I moved up two categories in gross this year. If only my net profits were up two categories as well....


----------



## OKLAHOMAN (Jan 15, 2013)

If it wasn't for Golf Illustrated this year because we gave up doing shows it would have been under $10,000.00 which would have dropped us 4 categories but we did get some sales from the advertising in the magazine to place us as ambitious, next year we'll stop most sales of pens other than our website and concentrate on Classics.


----------



## 76winger (Jan 15, 2013)

I dropped out of Energetic and into Casual by a small margin last year. I plan on doing better again this year.


----------



## TellicoTurning (Jan 16, 2013)

I don't remember doing the poll last year, so don't know if I'm up or down... I had a pretty good year in 2012.... but if I only count Pen sales, then I would be way way down... I sell more pepper mills and bowls than pens these days.


----------



## greggas (Jan 16, 2013)

up 42% this year....almost out of Ambitious....hopefully a new wholesale deal will kick me into "serious" next year.


----------



## darrin1200 (Jan 16, 2013)

My sales are up over the previous 2 years, when I was only doing it for fun with sales by word of mouth.
In 2012 I started running the business seriously, but did not actively begin selling until my first show in late October.
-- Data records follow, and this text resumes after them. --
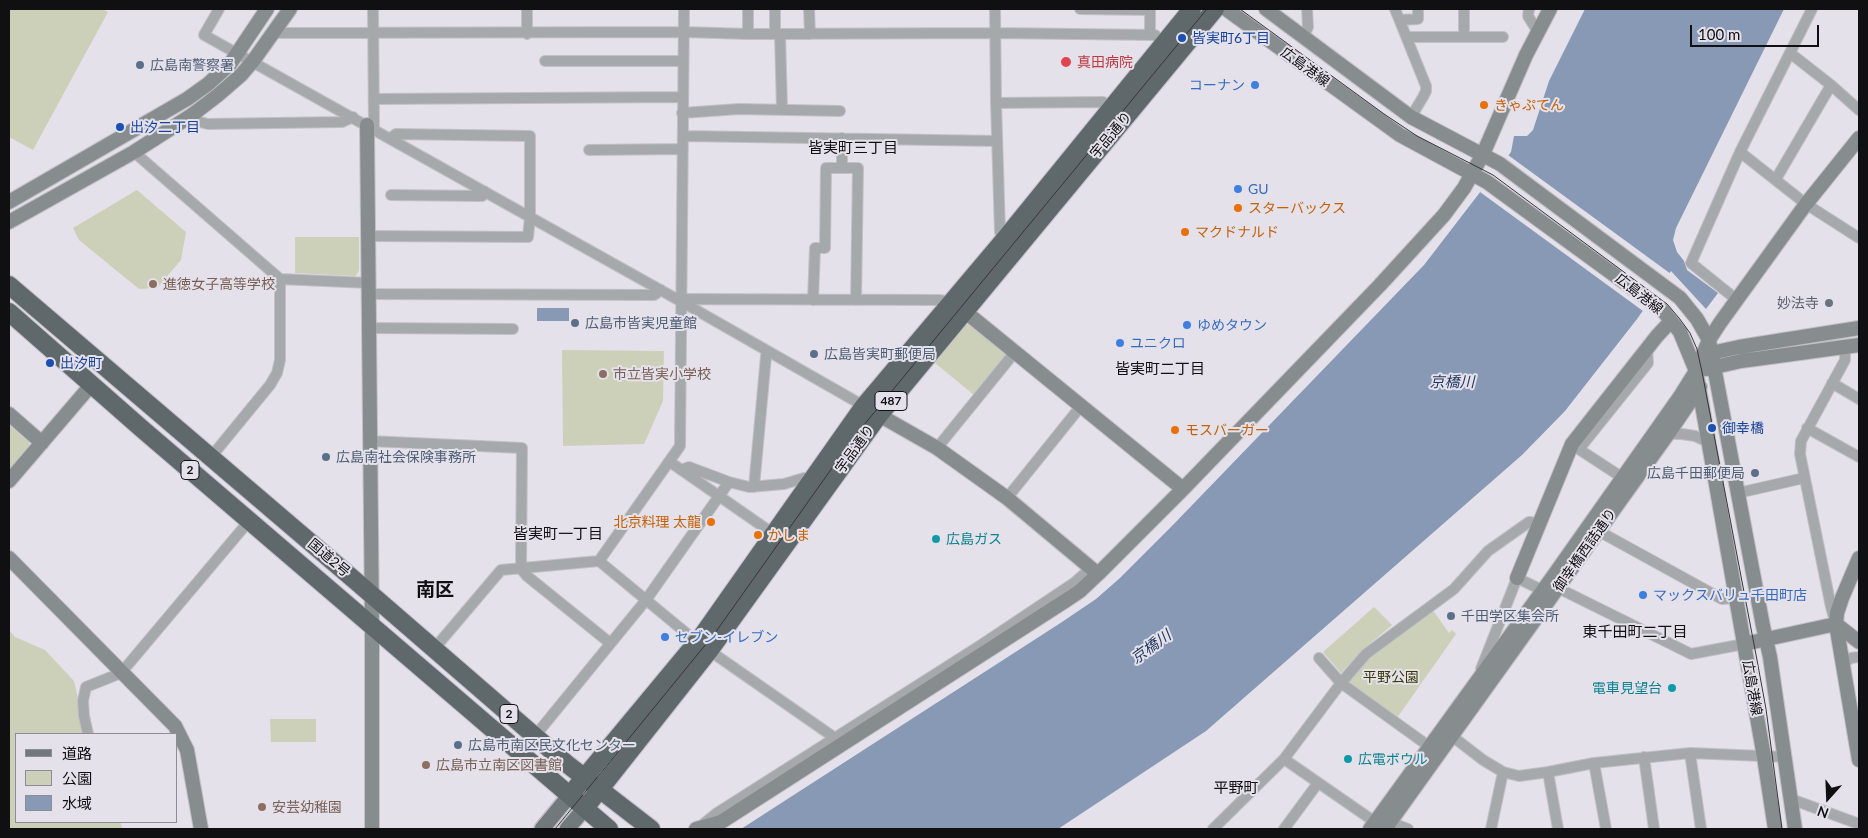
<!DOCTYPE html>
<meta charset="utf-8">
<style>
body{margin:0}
#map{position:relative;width:1868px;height:838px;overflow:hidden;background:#e4e1ea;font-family:Lato,"Noto Sans JP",sans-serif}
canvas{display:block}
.frame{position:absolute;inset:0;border:10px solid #100f12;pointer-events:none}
.legend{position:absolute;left:15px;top:733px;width:162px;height:90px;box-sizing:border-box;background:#e4e1ea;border:1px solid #8f8d94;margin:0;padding:6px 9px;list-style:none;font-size:15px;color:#100f12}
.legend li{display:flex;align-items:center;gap:10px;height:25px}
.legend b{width:25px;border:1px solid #8f8d94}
.north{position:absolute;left:1803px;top:773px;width:50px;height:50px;-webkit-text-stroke:4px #e4e1ea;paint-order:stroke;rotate:200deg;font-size:14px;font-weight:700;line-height:20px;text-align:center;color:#100f12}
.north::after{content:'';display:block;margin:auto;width:18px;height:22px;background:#100f12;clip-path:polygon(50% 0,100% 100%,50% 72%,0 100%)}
.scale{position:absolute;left:1690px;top:25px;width:129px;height:22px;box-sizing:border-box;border:2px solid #100f12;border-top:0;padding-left:6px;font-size:15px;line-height:18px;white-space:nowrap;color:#100f12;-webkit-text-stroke:4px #e4e1ea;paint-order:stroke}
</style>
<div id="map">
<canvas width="1868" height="838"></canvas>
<div class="frame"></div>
<ul class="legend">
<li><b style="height:6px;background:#71797c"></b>道路</li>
<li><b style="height:14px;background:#ccd0b9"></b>公園</li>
<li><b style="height:14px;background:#8799b4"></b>水域</li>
</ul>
<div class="north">N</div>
<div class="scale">100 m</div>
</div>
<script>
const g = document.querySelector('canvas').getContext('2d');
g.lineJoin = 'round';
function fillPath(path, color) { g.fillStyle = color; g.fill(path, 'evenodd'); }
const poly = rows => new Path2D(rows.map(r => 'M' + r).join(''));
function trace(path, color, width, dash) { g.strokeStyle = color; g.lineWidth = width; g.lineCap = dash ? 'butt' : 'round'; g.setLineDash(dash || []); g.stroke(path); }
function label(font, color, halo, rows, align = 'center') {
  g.font = font + ' Lato,"Noto Sans JP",sans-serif'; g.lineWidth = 4; g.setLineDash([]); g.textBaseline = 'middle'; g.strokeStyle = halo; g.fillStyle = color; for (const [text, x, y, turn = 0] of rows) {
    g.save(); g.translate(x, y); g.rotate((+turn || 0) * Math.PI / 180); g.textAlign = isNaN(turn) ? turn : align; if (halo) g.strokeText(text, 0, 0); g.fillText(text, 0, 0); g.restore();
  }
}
fillPath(poly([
 [9,9,102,9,108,12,33,150,9,137],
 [137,190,186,232,181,260,157,288,139,289,79,240,73,228],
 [295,237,359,237,359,270,357,274,355,276,295,273],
 [973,324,1007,351,1006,357,974,395,935,363,966,325],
 [562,350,664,351,663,401,644,444,563,446],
 [9,425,29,442,29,446,9,470],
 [1374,607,1392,625,1367,646,1341,673,1323,652],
 [1432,609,1449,633,1452,630,1456,634,1397,718,1350,683,1349,679,1361,663],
 [9,630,15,637,45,650,74,681,86,734,16,734,16,822,120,822,123,829,9,829],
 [270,719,316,719,316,742,271,742]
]), '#ccd0b9');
fillPath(poly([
 [1585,9,1784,9,1676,228,1673,240,1677,252,1684,261,1687,270,1718,293,1706,309,1671,271,1637,319,1565,411,1522,455,1206,731,1058,829,741,829,1062,622,1096,599,1120,578,1170,528,1424,265,1511,152,1514,136,1527,136,1533,130,1549,81],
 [537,308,569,308,569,321,537,321]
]), '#8799b4');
fillPath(poly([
 [1508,155,1671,274,1643,311,1480,192]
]), '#e4e1ea');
const street = poly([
 [219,9,204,35,682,302,864,406],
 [373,9,374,128],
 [527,9,527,34],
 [748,9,748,34],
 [775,9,775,34],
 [809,9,810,34],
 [995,9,996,103,1000,232,1004,240],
 [1080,9,1150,10],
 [1150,9,1150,35],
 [1395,9,1426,86,1426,91,1423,97,1411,117],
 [1464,9,1464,37],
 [1529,9,1528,16,1538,32],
 [1400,20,1418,19,1418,9],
 [273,33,684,32,748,34,995,33,1155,35,1164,44],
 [780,34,782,109],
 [1303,37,1308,27,1307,9],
 [1407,37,1503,37],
 [1790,53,1831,85,1859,110],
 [545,61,683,61],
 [374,99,683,97],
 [996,103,1103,102,1111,110],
 [682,113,739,109,840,111],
 [192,115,200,122,208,124,342,122,353,117],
 [683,136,997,141],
 [589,150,683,149],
 [134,152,280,279,280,360,277,373,270,385,211,457],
 [1740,152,1806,204,1859,238],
 [842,168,842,138],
 [1776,179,1831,85],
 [391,195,482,196,484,191],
 [368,236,528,237,530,217,530,136,396,134,391,138],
 [280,279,369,283],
 [369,294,654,295,661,290],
 [813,300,815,248,825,248,826,168,858,168,856,300],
 [1737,300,1691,263,1740,152,1812,9],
 [682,302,688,299,939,300,952,302],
 [369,328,513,329],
 [1832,383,1859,399],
 [1807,428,1859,457],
 [1668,434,1682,434,1695,436,1708,442],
 [369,441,522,448,521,569,527,576,610,643],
 [1574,446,1623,478],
 [937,448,1015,352],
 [1579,449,1648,363,1647,348],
 [670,462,778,537],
 [681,470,689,467,729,482,749,487,784,484,804,478,811,482],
 [754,487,766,356,768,352],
 [1738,493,1804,478],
 [1007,498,1081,406],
 [1593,528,1722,599,1736,598],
 [599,561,697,642,835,738],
 [1835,621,1831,607,1800,454,1801,441,1845,360,1845,347],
 [434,649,501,570,599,561,680,446,684,9],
 [1319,658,1341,683,1434,750],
 [1844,663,1851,658,1859,657],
 [1481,669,1517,578,1542,590,1558,588,1691,654,1744,644],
 [1448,733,1483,760,1503,772,1519,776,1548,772,1594,763,1690,753,1786,757],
 [88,734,84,716,83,701,86,687,121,673,249,521],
 [535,736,646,600,729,482],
 [1690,753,1701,829],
 [1644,757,1654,829],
 [1284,759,1375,822,1390,822,1408,829],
 [1594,763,1606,829],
 [1548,772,1558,829],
 [1791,799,1859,824],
 [701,826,717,813,981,645,1074,583,1091,568],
 [1213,829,1284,759,1341,683,1366,654,1454,589,1488,551,1529,522,1540,523],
 [1284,829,1318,783],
 [1491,829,1503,772]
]);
const secondary = poly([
 [1226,9,1400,135,1487,182,1650,301,1664,312,1680,332,1696,371,1764,757,1775,829],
 [1266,9,1411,117,1500,164,1680,298,1697,319,1709,340,1763,626,1770,657,1795,829],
 [367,125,372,625,372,829],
 [9,202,187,99,208,84,230,64,267,9],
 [9,222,134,152,192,115,218,95,241,75,253,61,290,9],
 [957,305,1183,489],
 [1706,359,1711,353,1739,347,1859,328],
 [1706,369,1741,361,1859,345],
 [872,411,937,448,1007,498,1098,574],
 [9,414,42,443],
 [9,481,92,384],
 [9,558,175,726,187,750,201,829],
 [1859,558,1842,598,1837,613,1836,624,1859,642],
 [1517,578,1572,444,1657,336,1671,321],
 [1744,644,1836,624,1859,760],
 [696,829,721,822,1065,601,1080,591,1098,574,1183,489,1380,285,1444,215,1464,188,1483,154,1526,55,1550,9],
 [1370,829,1554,575,1681,395,1696,371,1709,340,1720,323,1806,204,1859,138],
 [1385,829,1668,434,1700,387]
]);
const primary = poly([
 [542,829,570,795],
 [567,829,585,808]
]);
const highway = poly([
 [9,285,358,583,567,764,651,829],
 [9,312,141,428,609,829],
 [570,795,702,636,864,406,1004,240,1192,9],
 [585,808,709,651,879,415,1215,9]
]);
trace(street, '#c2bfc7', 12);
trace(secondary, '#c2bfc7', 16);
trace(primary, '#c2bfc7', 18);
trace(highway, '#c2bfc7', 20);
trace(street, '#a5a9ab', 10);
trace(secondary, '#878d8f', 14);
trace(primary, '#71797c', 15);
trace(highway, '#5f686b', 18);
trace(poly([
 [1240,9,1384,114,1417,136,1493,175,1667,304,1679,318,1690,333,1697,349,1702,372,1757,660,1766,709,1782,829],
 [555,829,715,633,854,437,1207,9]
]), '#363539', 1);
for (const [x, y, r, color] of [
 [1182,38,5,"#1a4fb4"],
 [1066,62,6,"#e0444e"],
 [140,65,5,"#5c6f8a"],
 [1255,85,5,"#3f7fe0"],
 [1484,105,5,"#e8710a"],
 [120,127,5,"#1a4fb4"],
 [1238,189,5,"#3f7fe0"],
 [1238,208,5,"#e8710a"],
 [1185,232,5,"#e8710a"],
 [153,284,5,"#8d6e63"],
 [1829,303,5,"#6b7280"],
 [575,323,5,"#5c6f8a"],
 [1187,325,5,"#3f7fe0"],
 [1120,343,5,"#3f7fe0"],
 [814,354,5,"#5c6f8a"],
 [50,363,5,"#1a4fb4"],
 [603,374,5,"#8d6e63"],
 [1712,428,5,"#1a4fb4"],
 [1175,430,5,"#e8710a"],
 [326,457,5,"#5c6f8a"],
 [1755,473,5,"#5c6f8a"],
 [711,522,5,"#e8710a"],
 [758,535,5,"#e8710a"],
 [936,539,5,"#0f9aa8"],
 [1643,595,5,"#3f7fe0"],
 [1451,616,5,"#5c6f8a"],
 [665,637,5,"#3f7fe0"],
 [1672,688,5,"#0f9aa8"],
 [458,745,5,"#5c6f8a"],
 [1348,759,5,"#0f9aa8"],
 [426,765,5,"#8d6e63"],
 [262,807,5,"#8d6e63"]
]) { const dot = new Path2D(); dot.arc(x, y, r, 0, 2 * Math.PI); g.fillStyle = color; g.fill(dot); trace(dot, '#e4e1ea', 2); }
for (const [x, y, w] of [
 [891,401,32],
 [190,470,18],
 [509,714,18]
]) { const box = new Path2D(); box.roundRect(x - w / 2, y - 9.5, w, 19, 4); g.fillStyle = '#e4e1ea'; g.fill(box); trace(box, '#100f12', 1); }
label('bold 12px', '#100f12', null, [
 ["487",891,401],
 ["2",190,470],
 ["2",509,714]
]);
label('14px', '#164399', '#e4e1ea', [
 ["皆実町6丁目",1192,38],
 ["出汐二丁目",130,127],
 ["出汐町",60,363],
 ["御幸橋",1722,428]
], 'left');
label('14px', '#be3a42', '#e4e1ea', [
 ["真田病院",1077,62]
], 'left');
label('14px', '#4e5e75', '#e4e1ea', [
 ["広島南警察署",150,65],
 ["広島市皆実児童館",585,323],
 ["広島皆実町郵便局",824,354],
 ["広島南社会保険事務所",336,457],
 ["広島千田郵便局",1745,473,"right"],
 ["千田学区集会所",1461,616],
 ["広島市南区民文化センター",468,745]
], 'left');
label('14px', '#100f12', '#e4e1ea', [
 ["広島港線",1305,67,36],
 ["宇品通り",1111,135,-50],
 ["広島港線",1639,294,38],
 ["宇品通り",855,449,-54],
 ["御幸橋西詰通り",1585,550,-55],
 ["国道2号",329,558,40],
 ["広島港線",1752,688,80]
]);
label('14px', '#366cbe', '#e4e1ea', [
 ["コーナン",1245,85,"right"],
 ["GU",1248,189],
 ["ゆめタウン",1197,325],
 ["ユニクロ",1130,343],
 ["マックスバリュ千田町店",1653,595],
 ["セブン-イレブン",675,637]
], 'left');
label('14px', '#c56008', '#e4e1ea', [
 ["きゃぷてん",1494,105],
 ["スターバックス",1248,208],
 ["マクドナルド",1195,232],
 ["モスバーガー",1185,430],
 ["北京料理 太龍",701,522,"right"],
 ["かしま",768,535]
], 'left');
label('14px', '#785e54', '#e4e1ea', [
 ["進徳女子高等学校",163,284],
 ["市立皆実小学校",613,374],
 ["広島市立南区図書館",436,765],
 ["安芸幼稚園",272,807]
], 'left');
label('14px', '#5b616d', '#e4e1ea', [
 ["妙法寺",1819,303]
], 'right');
label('14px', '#0d838f', '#e4e1ea', [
 ["広島ガス",946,539],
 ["電車見望台",1662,688,"right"],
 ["広電ボウル",1358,759]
], 'left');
label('14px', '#363b01', '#e4e1ea', [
 ["平野公園",1391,677]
]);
label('15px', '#100f12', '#e4e1ea', [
 ["皆実町三丁目",853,148],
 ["皆実町二丁目",1160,369],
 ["皆実町一丁目",558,534],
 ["東千田町二丁目",1635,632],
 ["平野町",1236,788]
]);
label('italic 15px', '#1d355c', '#e4e1ea', [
 ["京橋川",1452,382],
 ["京橋川",1151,647,-36]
]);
label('bold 19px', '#100f12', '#e4e1ea', [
 ["南区",435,590]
]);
</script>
In those 2-1/2 months I did 75% of my sales. This year I am hoping to move to online sales.


----------



## jcm71 (Jan 16, 2013)

Around 7K gross, but expenses were way too high, thanks in part to local WC going out of business.  Bought way too much stuff I didn't really need, or will take me years to go through.


----------



## Chasper (Jan 19, 2013)

Early results seem to be showing an emerging trend toward more sellers in the mid range.  But we need at least 100 more people to respond to make the results statistically reliable.


----------



## seamus7227 (Jan 20, 2013)

I noticed my sales were up from last year a well. I hope everyone will vote.


----------



## Kenny Durrant (Jan 21, 2013)

I'm not on the chart. I do sell a few on rare occaspons but for the most part I give them away. Therefore I would be in the minus catagory as with most of my hobbies.


----------



## Pioneerpens (Jan 21, 2013)

sales were up and i'm aiming in the right direction


----------



## Charles (Jan 21, 2013)

Several medical issues this past year with Dr.'s orders to stay safe since no feeling in one hand. Still run it as a business but fell into the <1000.00 cat.:frown:


----------



## Wraith (Jan 21, 2013)

I give away more than I sell. I turn mostly for fun and relaxation. Of course when the wood cracks as you are assembling it, the relaxation goes out the window. Still working on the patients factor. Still have a lot of kinks to work out.

Brian


----------



## underdog (Jan 21, 2013)

I don't think I sold any pens last year, but I would have gladly done so...:redface:

So... Do I fall under the first category, or the second?


----------



## panamag8or (Jan 22, 2013)

I was only turning for 3 months in 2012, but still almost hit the $1,000 mark... big plans for this year.


----------



## Twissy (Jan 24, 2013)

A definite move in the right direction into the middle of ambitious. Not sure I could cope with a move into the next band......but I wouldn't mind trying!!!


----------



## booney0717 (Jan 24, 2013)

My first year making pens, sales went mostly to friends and family some were used to settle some small debts. I did'nt keep track or anything but my best guestament would be someware in the area of $300. sold 3 on ebay to one guy for $35. I just love making them. have several orders for this year mostly bullet type pens. gotta get busy!


----------



## brownsfn2 (Jan 24, 2013)

In 2012 I did 70x what I did in 2011.  My average sale price was $15 in 2011.  My average sale was $75 in 2012.  Here's to 2013!!


----------



## thewishman (Feb 2, 2013)

brownsfn2 said:


> In 2012 I did 70x what I did in 2011.  My average sale price was $15 in 2011.  My average sale was $75 in 2012.  Here's to 2013!!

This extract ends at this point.